» RECORDS FOR THE TASK
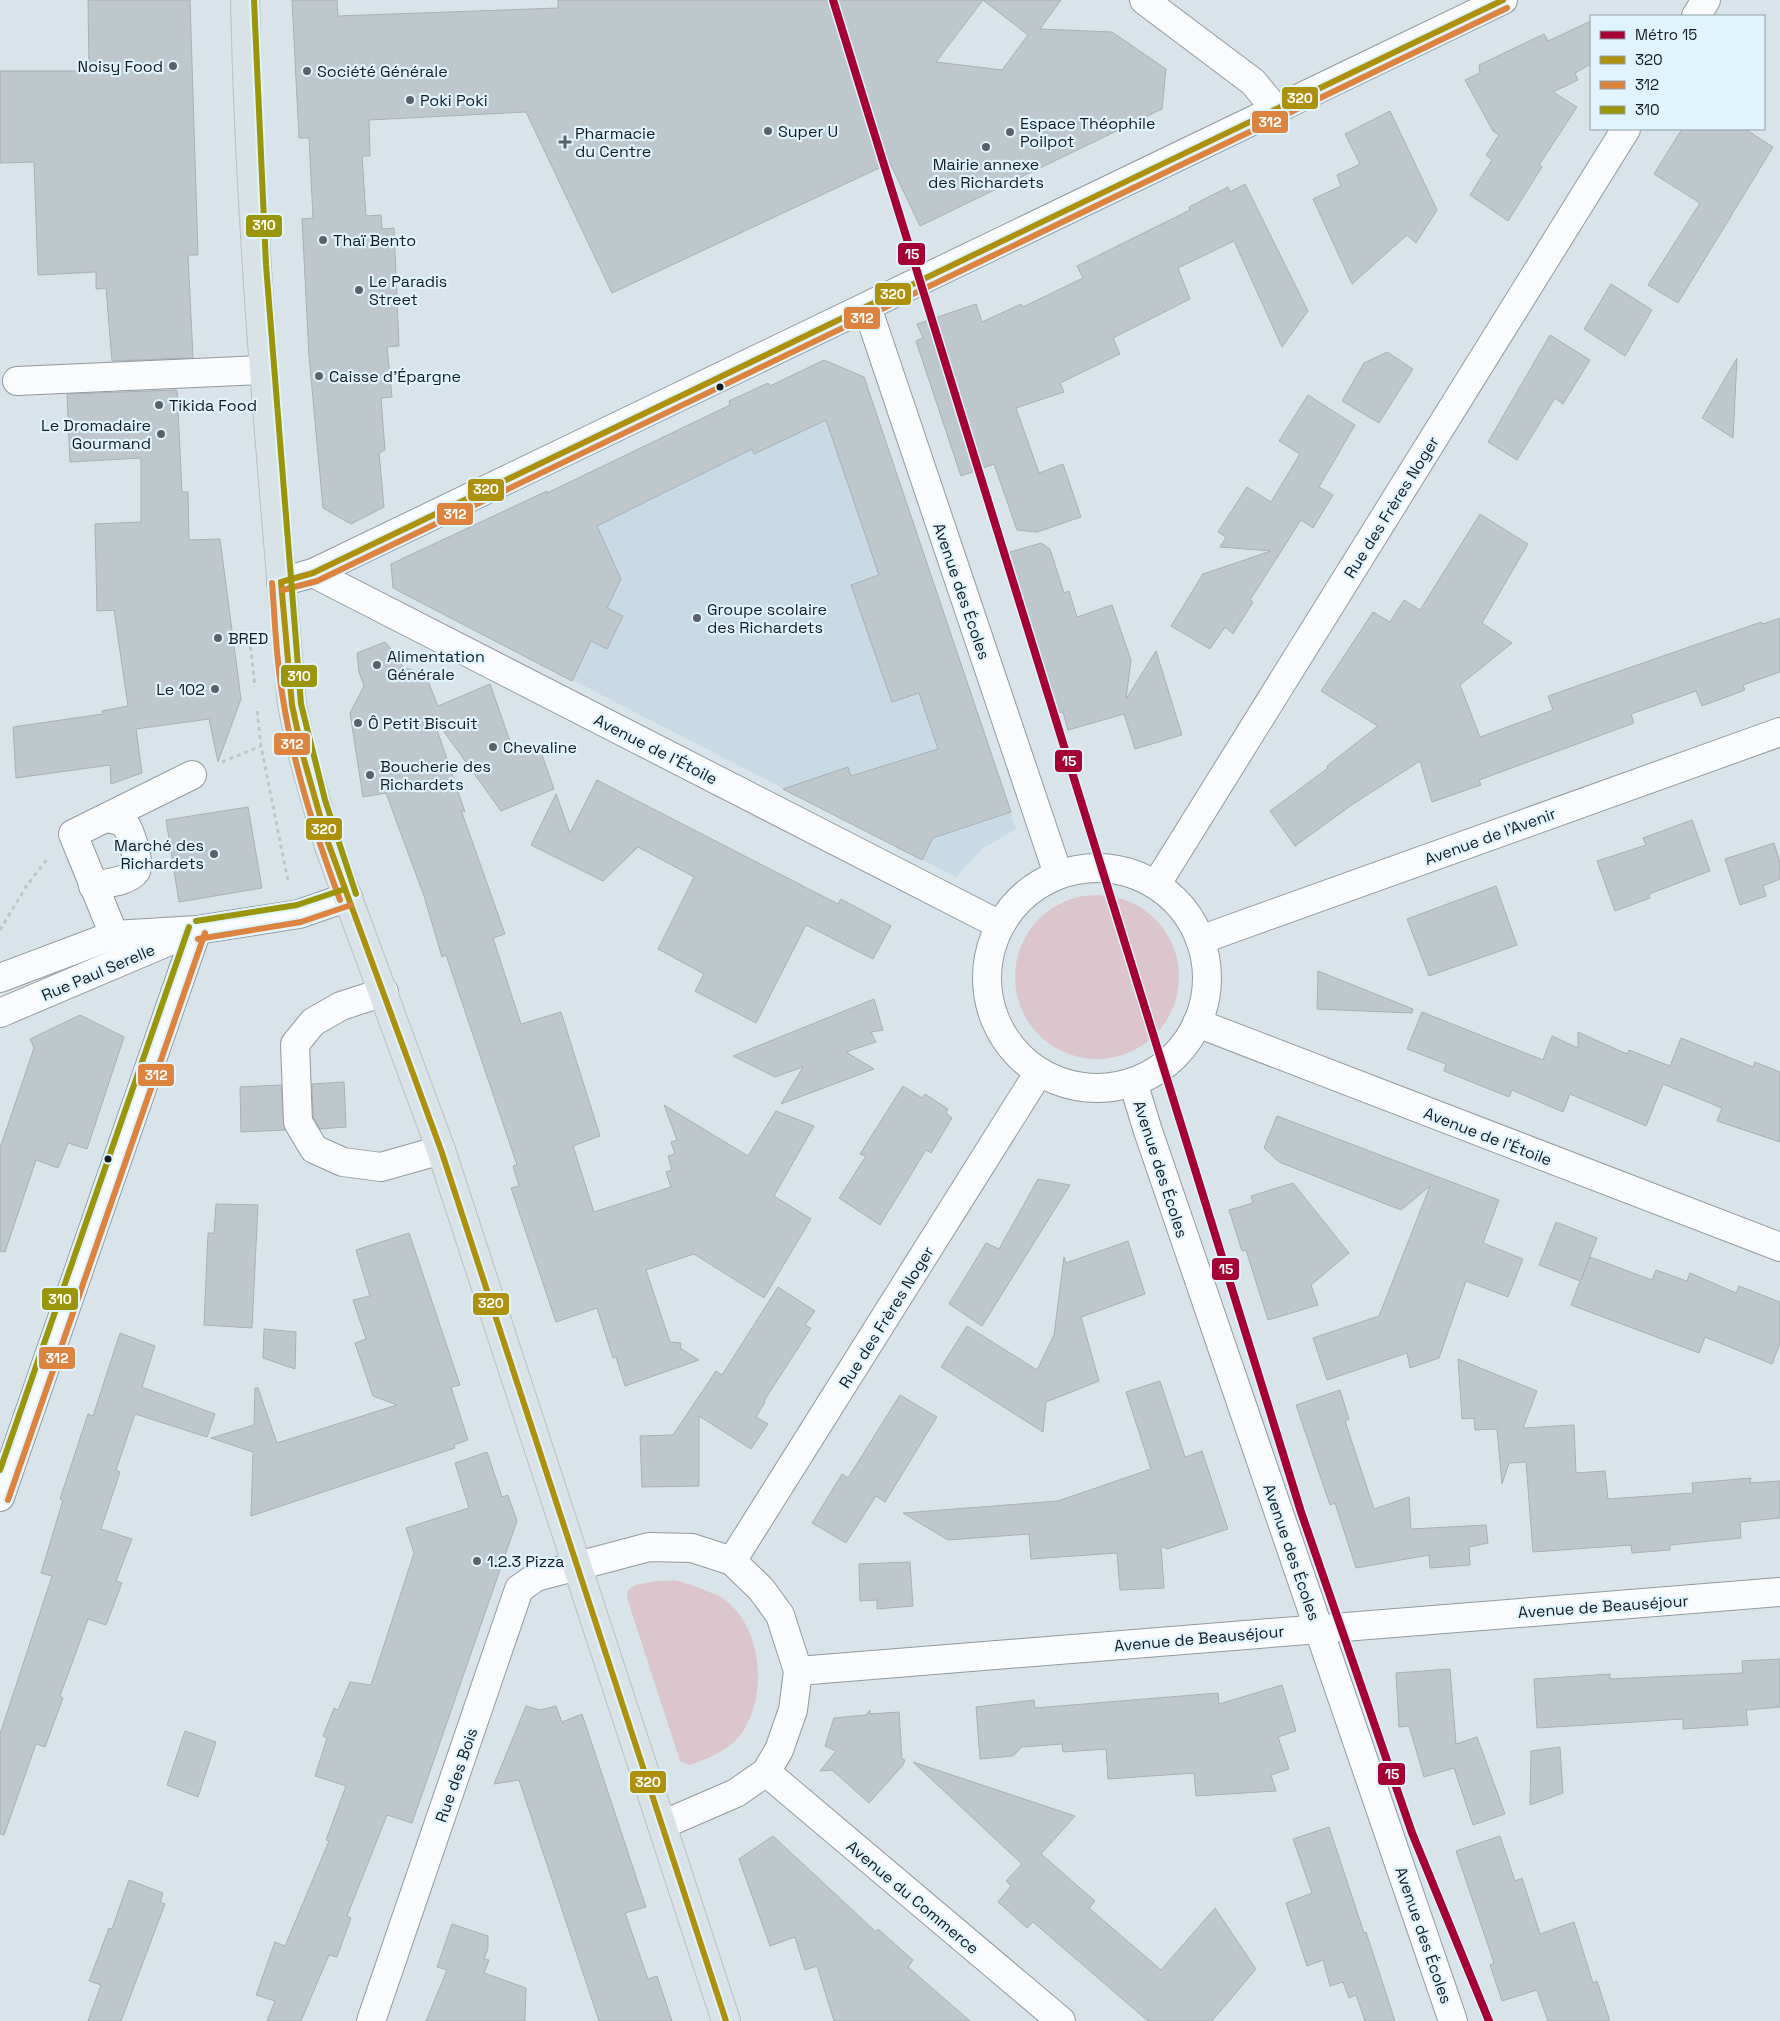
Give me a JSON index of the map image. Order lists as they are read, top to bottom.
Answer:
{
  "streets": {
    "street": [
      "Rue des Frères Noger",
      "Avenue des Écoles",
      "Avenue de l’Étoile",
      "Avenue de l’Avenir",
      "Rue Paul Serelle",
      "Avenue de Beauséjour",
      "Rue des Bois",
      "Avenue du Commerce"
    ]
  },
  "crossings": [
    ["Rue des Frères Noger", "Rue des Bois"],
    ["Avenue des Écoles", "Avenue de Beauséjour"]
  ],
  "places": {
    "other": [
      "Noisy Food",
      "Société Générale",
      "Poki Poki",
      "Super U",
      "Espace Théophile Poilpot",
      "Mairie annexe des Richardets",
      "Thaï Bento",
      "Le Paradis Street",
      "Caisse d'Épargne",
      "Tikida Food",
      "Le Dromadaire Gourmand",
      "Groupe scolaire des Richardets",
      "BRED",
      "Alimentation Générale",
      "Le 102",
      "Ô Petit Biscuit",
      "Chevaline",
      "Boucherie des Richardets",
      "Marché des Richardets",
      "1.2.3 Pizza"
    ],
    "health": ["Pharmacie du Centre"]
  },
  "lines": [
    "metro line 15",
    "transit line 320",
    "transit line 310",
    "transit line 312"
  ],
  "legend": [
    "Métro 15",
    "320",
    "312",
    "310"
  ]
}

» PROBLEM STATEMENT
Filter the listing so that only lines holding the word "Beauséjour" remain, and copy those lines.

» RESULT BELOW
      "Avenue de Beauséjour",
    ["Avenue des Écoles", "Avenue de Beauséjour"]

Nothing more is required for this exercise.